Preheat oven to 400 degrees F. Place a 9-inch cast iron skillet in the oven to get it really hot.
Mix dry ingredients: In a large bowl, whisk flour, cornmeal, sugar, baking powder, baking soda, and Kosher salt. Set aside.
Mix wet ingredients: In a separate large bowl, whisk the buttermilk, whole milk, and eggs until combined. Then, drizzle in brown butter (or the simple melted butter) and whisk until evenly combined. The butter may solidify a bit, don’t worry, but try to break it up a little with the whisk.
Add the dry ingredients into the wet ingredients. Mix until evenly combined and no pockets of flour remain. Do not overmix.
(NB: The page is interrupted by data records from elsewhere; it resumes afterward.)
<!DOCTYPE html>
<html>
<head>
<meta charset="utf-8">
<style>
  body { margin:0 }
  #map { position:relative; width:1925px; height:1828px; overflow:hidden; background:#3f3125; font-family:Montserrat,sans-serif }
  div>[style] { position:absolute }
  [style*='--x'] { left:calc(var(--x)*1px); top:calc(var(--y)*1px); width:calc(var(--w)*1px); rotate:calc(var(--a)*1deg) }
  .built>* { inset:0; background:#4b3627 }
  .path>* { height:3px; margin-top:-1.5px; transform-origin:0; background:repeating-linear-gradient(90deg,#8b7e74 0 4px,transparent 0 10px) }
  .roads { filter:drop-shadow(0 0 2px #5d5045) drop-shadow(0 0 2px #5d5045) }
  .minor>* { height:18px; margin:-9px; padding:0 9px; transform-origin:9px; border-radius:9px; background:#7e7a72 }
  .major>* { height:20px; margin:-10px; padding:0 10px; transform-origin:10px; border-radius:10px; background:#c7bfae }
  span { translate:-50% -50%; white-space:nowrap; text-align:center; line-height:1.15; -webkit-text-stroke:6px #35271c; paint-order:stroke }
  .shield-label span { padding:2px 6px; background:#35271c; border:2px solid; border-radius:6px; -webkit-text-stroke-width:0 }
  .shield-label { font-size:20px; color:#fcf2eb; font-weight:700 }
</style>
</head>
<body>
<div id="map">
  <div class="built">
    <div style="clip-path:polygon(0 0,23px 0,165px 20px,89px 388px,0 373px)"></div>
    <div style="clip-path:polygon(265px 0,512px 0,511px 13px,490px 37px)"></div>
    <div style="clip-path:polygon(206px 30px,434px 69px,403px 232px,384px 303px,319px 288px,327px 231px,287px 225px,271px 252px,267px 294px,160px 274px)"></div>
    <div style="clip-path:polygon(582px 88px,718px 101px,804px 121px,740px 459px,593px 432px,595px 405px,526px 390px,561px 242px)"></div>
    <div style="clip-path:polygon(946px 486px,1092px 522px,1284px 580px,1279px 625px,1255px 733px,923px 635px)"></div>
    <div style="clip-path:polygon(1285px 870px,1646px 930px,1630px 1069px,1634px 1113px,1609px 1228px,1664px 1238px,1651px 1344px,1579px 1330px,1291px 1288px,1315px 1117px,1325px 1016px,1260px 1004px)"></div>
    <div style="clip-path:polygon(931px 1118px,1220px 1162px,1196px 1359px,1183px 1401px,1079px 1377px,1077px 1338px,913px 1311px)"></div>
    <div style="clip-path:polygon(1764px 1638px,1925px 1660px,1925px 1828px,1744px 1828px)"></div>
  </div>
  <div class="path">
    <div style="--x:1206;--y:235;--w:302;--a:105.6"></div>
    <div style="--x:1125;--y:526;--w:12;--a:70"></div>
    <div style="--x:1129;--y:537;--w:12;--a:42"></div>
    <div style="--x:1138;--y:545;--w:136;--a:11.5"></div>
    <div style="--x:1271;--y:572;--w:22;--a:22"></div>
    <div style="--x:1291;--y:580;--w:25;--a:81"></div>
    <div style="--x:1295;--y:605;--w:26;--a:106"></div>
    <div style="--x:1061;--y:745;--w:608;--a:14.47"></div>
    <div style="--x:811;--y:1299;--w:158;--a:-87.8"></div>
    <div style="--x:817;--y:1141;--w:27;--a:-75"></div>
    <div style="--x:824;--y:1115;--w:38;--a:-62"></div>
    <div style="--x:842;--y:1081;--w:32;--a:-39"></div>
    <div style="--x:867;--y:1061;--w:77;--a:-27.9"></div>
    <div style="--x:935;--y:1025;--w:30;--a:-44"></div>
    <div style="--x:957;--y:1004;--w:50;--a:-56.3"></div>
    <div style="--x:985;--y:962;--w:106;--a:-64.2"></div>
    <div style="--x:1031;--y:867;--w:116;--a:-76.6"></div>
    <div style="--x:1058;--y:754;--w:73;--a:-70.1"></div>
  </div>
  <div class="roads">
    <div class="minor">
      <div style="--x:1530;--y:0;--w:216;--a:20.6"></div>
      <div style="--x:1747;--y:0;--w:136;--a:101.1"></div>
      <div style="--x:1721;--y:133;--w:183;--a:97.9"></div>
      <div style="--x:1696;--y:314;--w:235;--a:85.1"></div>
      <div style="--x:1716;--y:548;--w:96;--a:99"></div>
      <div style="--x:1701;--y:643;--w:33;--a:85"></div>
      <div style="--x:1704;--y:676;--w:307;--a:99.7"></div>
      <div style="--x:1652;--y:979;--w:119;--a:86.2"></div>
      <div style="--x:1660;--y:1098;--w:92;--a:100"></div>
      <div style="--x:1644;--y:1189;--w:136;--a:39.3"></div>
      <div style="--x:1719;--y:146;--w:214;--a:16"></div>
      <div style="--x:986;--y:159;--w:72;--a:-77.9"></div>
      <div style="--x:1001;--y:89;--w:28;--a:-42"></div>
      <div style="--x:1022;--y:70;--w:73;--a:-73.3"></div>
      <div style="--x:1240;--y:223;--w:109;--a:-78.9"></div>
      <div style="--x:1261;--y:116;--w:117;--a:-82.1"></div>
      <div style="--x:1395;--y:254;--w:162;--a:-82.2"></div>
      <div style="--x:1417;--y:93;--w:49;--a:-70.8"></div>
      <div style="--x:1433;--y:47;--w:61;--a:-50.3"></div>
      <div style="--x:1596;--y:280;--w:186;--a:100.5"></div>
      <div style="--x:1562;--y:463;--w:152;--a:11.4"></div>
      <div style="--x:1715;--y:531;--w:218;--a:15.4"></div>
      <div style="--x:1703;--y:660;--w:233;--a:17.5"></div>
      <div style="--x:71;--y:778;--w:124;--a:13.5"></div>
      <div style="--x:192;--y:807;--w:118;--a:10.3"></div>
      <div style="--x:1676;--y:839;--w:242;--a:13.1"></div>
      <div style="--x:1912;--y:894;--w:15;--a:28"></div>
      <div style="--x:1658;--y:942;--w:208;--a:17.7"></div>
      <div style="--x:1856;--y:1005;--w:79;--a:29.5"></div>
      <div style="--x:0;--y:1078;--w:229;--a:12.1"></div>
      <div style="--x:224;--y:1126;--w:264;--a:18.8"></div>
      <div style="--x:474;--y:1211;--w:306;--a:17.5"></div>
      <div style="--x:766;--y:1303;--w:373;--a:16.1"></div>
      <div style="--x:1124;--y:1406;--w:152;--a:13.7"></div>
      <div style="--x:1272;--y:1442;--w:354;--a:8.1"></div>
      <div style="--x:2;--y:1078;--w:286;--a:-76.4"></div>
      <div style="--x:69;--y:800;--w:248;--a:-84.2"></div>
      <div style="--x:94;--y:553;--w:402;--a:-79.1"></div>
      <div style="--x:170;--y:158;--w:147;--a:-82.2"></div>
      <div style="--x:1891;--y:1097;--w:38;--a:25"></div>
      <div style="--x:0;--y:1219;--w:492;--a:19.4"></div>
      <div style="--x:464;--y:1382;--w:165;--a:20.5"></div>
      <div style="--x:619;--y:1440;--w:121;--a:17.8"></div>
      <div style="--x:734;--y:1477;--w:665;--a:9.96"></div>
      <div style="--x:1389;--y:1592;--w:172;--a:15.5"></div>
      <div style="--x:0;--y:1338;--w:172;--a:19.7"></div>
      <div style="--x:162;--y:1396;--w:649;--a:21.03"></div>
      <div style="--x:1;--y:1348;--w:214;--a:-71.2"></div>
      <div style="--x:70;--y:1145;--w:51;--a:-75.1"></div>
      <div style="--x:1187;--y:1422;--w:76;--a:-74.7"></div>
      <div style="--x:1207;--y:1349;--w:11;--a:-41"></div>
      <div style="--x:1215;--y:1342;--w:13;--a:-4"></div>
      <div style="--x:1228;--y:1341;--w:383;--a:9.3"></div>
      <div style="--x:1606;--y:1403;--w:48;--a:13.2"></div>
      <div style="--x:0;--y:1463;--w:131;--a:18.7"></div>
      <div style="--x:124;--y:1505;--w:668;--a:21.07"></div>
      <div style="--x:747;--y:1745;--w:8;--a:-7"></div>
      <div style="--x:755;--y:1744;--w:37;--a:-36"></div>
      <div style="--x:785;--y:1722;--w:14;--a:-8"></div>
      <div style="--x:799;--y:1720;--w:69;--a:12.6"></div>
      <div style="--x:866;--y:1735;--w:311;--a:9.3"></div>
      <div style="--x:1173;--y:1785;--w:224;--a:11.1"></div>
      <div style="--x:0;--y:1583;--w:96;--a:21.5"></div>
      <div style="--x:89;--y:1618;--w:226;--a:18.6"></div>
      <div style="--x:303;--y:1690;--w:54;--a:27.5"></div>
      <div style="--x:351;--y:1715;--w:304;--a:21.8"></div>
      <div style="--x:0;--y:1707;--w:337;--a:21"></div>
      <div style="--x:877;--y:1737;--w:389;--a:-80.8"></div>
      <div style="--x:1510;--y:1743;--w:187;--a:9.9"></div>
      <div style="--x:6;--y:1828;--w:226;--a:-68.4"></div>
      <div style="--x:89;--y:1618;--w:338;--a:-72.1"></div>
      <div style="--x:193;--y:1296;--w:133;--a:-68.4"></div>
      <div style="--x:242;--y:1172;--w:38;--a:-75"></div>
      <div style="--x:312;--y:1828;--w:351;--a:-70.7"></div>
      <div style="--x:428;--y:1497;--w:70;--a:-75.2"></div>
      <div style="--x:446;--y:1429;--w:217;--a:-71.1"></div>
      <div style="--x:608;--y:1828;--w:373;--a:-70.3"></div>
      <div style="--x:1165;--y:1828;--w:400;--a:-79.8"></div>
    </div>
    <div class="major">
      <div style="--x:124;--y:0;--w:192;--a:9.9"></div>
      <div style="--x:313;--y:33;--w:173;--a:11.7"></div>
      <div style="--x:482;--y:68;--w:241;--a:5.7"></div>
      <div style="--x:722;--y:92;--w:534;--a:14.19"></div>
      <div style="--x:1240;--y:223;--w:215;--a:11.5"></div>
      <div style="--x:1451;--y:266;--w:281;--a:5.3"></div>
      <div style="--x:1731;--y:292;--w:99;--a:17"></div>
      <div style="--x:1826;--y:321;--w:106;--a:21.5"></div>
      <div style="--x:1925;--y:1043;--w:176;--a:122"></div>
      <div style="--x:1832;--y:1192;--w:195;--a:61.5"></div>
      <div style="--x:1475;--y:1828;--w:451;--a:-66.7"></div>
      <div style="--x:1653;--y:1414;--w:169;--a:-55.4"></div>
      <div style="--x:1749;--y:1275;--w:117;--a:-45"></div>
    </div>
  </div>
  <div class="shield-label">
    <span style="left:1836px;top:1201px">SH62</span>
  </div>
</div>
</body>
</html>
Remove the hot skillet from oven. Grease with 1 tablespoon of butter and wipe off any excess with paper towel so it doesn't pool over the batter. Immediately, pour the batter into the hot greased skillet.
Bake for about 20-23 minutes, or until a toothpick or cake tester inserted in the middle comes out clean and the top is golden brown.
Let rest for 15 minutes before serving. If desired, serve with butter and a drizzle of honey. Enjoy!